Yeah, yesterday was my birthday. I would love to say that I went out and rode my age in miles. Well, it didn’t happen. However, I did get to torture myself for about a third of my age. That should count for something.

I also learned a valuable lesson. Do not eat a lunch of chicken pot pie before you go out and do power intervals. I love chicken pot pie, but prefer to only taste it once. No one wants to throw up when throwing down some power!

Piney Mountain Road

Starting up Piney Mountain Road

The day was beautiful and the Beautiful Redhead asked me to come home early for lunch because she would be teaching as a substitute in the early afternoon hour. As I got out of the car to walk up to the house, I could feel the warmth from the sun. The urge to do my workout on the road instead of later that evening on the trainer awakened within me.
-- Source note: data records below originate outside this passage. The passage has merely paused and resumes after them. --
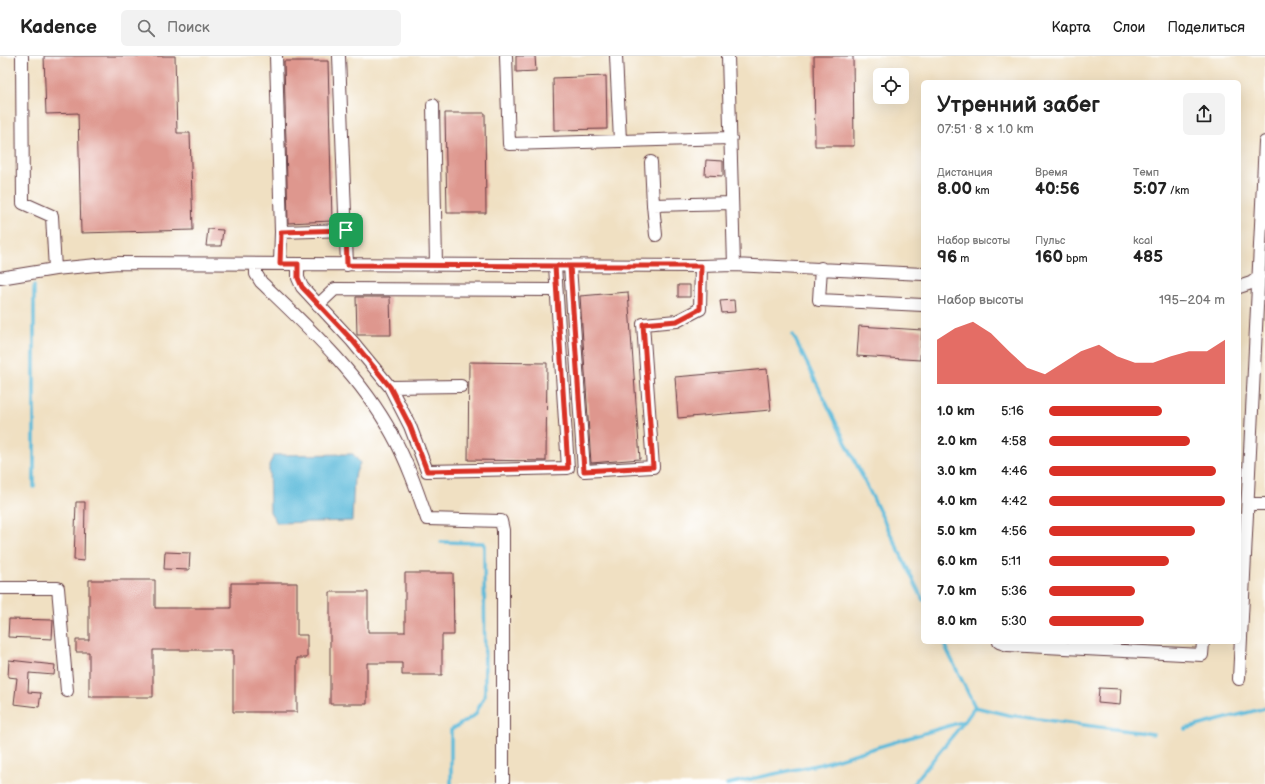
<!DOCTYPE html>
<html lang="ru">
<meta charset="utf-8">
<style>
:root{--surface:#fff;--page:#f2f2f2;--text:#222;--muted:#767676;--line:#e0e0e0;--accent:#d93025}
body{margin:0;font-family:"Balsamiq Sans",sans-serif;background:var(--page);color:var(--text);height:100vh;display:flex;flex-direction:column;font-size:15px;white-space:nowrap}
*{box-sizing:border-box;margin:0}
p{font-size:13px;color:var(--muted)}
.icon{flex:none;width:22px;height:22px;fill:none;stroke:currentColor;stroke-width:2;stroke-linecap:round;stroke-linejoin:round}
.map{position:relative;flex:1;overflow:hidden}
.sheet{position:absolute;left:921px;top:24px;width:320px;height:564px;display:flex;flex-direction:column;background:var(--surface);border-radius:6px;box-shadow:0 4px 16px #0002}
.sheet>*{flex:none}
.tools{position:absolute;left:873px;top:12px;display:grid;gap:8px}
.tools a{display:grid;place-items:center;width:36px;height:36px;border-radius:6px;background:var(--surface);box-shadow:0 4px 16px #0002;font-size:20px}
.pin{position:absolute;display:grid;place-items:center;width:34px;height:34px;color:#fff;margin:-17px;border-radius:8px;box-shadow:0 2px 6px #0006}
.round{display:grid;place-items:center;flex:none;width:42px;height:42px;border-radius:6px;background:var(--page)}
.summary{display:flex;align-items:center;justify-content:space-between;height:68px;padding:0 16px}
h1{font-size:22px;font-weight:700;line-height:30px}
.figures{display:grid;grid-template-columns:repeat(3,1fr);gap:6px;height:68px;padding:4px 16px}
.figures div{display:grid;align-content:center}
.figures b{font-size:17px;font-weight:700}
.figures small{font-size:11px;font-weight:400}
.figures p{font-size:11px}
.chart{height:112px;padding:8px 16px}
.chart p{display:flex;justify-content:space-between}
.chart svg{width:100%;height:72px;margin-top:4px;fill:var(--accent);opacity:.7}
ul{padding:0 16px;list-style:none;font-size:13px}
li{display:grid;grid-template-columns:64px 48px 1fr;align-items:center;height:30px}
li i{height:10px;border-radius:5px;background:var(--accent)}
header{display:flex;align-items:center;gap:24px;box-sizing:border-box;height:56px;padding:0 20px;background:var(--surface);border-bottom:1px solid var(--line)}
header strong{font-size:19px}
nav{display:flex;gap:22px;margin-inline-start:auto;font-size:14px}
.search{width:280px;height:36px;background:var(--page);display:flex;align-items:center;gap:10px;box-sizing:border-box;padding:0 14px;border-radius:6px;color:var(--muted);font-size:15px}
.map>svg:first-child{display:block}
.water{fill:#5bbada;stroke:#526c82}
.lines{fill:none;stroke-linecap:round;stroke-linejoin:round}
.stream{stroke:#5bbada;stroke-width:3.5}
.building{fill:#de978e}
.minor-casing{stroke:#633c42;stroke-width:14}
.minor{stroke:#fff;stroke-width:12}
.route-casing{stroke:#fff;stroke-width:8}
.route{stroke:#d93025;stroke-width:5}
</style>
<header>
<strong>Kadence</strong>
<div class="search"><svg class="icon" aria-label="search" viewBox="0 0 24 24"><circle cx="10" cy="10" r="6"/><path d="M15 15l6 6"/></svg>Поиск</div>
<nav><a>Карта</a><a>Слои</a><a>Поделиться</a></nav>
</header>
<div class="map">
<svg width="1265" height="728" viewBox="0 0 1265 728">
<rect width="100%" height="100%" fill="#fff"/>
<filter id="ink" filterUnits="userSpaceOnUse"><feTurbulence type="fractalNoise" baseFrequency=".025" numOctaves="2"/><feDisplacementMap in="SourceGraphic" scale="8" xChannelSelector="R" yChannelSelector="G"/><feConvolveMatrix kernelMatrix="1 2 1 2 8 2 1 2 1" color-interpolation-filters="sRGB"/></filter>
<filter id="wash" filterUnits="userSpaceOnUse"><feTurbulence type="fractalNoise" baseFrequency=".012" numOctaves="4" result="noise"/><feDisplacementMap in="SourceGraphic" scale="16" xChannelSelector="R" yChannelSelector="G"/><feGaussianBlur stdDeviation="0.9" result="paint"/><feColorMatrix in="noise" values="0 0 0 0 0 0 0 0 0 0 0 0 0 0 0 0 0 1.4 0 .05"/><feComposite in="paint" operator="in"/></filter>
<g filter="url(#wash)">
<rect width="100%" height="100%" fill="#f0e0c2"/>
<path class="water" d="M353 398 360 407 354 421 352 465 277 467 270 456 269 409 274 399Z"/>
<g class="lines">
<path class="stream" d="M34 230V431
M793 279 923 544
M441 486 484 487 485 639 475 659 451 674V728
M975 651 1008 659 1153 678
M1185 673 1265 652
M727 728 821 708 965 665 975 651 943 586
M913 728 964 666"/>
</g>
<g id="blocks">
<path class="building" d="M44 0H175L177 77H190L193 174 81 177 78 57 46 58Z
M516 0H535L536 15 516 16Z
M814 0H853L854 90H815Z
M284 5H328L332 165 288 167Z
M606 20 607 73 554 74 553 22Z
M445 57H485L486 157H447Z
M706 104 723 105V120L705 119Z
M208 173 223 174 221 190H206Z
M678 229H690V241H678Z
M628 236 640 403 591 407 580 240Z
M356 241H390L391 279H357Z
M734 244 735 256 722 257 720 245Z
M859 270 922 274 920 304 857 300Z
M469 306 547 307 546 405 468 404Z
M767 313 771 354 678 362 675 321Z
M76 446H85L84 505 74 504Z
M165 496 190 497 189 514 164 513Z
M405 517H453L454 579H442V619H402V607H367V648H330V536H368V576H405Z
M89 524H155V552H231V527H297V579H307V602H297V656H233V594H153V641H89V596H76V584H89Z
M9 563 53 564 52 583 8 581Z
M9 604 55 609 54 619 29 617 28 636 41 637 39 651 14 648 17 622 8 621Z
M1099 632 1121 633 1120 649 1098 647Z"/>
</g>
</g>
<g filter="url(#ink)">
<use href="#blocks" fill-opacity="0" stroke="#633c42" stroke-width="1"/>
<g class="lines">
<g class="minor-casing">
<path id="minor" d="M22 0 23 147 52 160 55 213
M276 0 281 176 280 208
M339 0 347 209
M506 0 509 88 731 82
M616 0 620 85
M728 0 734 209
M433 49 436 209
M651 106 653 149
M281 176 346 174
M656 179 653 149 732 147
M256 208V218L261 226C309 272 360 319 392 378 407 405 417 434 427 463L501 465 503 474V728
M298 208V222L302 231 352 285 390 331 410 370 427 415 568 412 555 210
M570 210 584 415 653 411 643 268 677 265 700 253 701 210
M821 212 819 244 923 249
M0 222 55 213 118 207 701 210 734 209 923 218
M1239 231 1251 227 1259 221
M318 249 335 233 556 234
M390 331 461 330
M1248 448H1265
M0 532H58L67 635
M999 586 1008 589 1202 599 1203 586
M1239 623 1265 86"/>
</g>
<use href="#minor" class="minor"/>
</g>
</g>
<g class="lines" filter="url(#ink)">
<g class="route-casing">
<path id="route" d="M346 174 281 176 280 208H298V222L302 231 352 284 390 331 410 370 427 415 568 412 555 210H701L700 253 677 265 643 268 653 411 584 415 570 210C495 209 421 209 347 209L346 174"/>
</g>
<use href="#route" class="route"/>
</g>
</svg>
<div class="tools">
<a><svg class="icon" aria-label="locate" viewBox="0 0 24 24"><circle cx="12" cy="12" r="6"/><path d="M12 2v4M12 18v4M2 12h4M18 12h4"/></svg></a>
</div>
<div class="pin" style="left:346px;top:174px;background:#1e9e55"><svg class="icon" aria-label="arrive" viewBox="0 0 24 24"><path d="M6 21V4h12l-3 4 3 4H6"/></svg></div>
<section class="sheet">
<div class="summary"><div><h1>Утренний забег</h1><p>07:51 · 8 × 1.0 km</p></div><a class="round"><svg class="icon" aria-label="share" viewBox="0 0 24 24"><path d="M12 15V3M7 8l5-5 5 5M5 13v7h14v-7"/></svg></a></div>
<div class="figures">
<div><p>Дистанция</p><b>8.00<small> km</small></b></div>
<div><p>Время</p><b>40:56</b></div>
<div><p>Темп</p><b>5:07<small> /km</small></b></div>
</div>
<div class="figures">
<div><p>Набор высоты</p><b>96<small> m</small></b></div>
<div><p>Пульс</p><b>160<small> bpm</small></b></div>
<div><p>kcal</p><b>485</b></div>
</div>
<div class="chart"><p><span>Набор высоты</span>195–204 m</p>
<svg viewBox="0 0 160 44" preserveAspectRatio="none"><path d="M0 44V17L10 10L20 6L30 13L40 24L50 34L60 38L70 31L80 24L90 20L100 27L110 31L120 31L130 27L140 24L150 24L160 17V44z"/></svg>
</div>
<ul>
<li><b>1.0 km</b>5:16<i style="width:64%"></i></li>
<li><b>2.0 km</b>4:58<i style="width:80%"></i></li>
<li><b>3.0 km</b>4:46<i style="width:95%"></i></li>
<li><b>4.0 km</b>4:42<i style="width:100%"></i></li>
<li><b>5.0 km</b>4:56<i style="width:83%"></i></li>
<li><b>6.0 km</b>5:11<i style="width:68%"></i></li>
<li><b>7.0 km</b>5:36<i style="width:49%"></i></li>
<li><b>8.0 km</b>5:30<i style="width:54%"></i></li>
</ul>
</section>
</div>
My workout for the day would be power intervals — 3 x [(2 x 2 min.)(2 min. RBI)] (6 min. RBS). I decided to head over to Piney Mountain Road. I recalled that Jim Cunningham would send me there for short repeats. It is near by and at power the climb takes me around 3 minutes. So, it should be simple to get the 2 minute burst.

I turned off of Pleasantburg Drive and there in front of me was the beginning of the climb. I used the cement guardrails of a bridge crossing a small creek as my start marker. The road then begins a shallow climb. Soon you begin a slight turn to the left.

When you enter this curve, you notice the grade begins to angle upward. Up ahead you can see more of the road and you realize that it is going to hurt pretty soon. As you look up the now straightened road, you see another kick up and then a more noticeable turn to the right.

My two minutes were up before I reached the turn to the right. There is a yellow traffic marker indicating the sharper turn to the right. That is about where I ended up at 2 minutes. It became my target.

Race to the sign.  Turn around and spin to the bottom. Race back up again.

Nine times. I would start out spinning at a pretty high rate until the road started kicking up. It was possible to keep seated for a little longer as I shifted to an easier gear. Then I ended up having to stand through the steepest section. Then it was a plop back into the saddle as my heart rate spiked and the grade began to decrease.

I tried several different approaches with my cadence. I tried some in the small ring and some in the big ring. They all hurt.

Still, when I returned back home about an hour and fifteen minutes later, I was happy. It is such a difference doing these power intervals on the road and not on the trainer. I will be fighting to pull this off more as the days get longer.

The numbers made me happy. All but the last interval (336 watts) averaged over 350 watts. Most of them were over 380 watts. The first one (before the chicken pot pie began to squawk) was a 435 watts.

It makes me feel better about where I am right now. It is good to get a “real world” view over the trainer experience. At the same time, I realize how far I need to go to be competitive. Only thing is that now, I’m encouraged to think I can get there.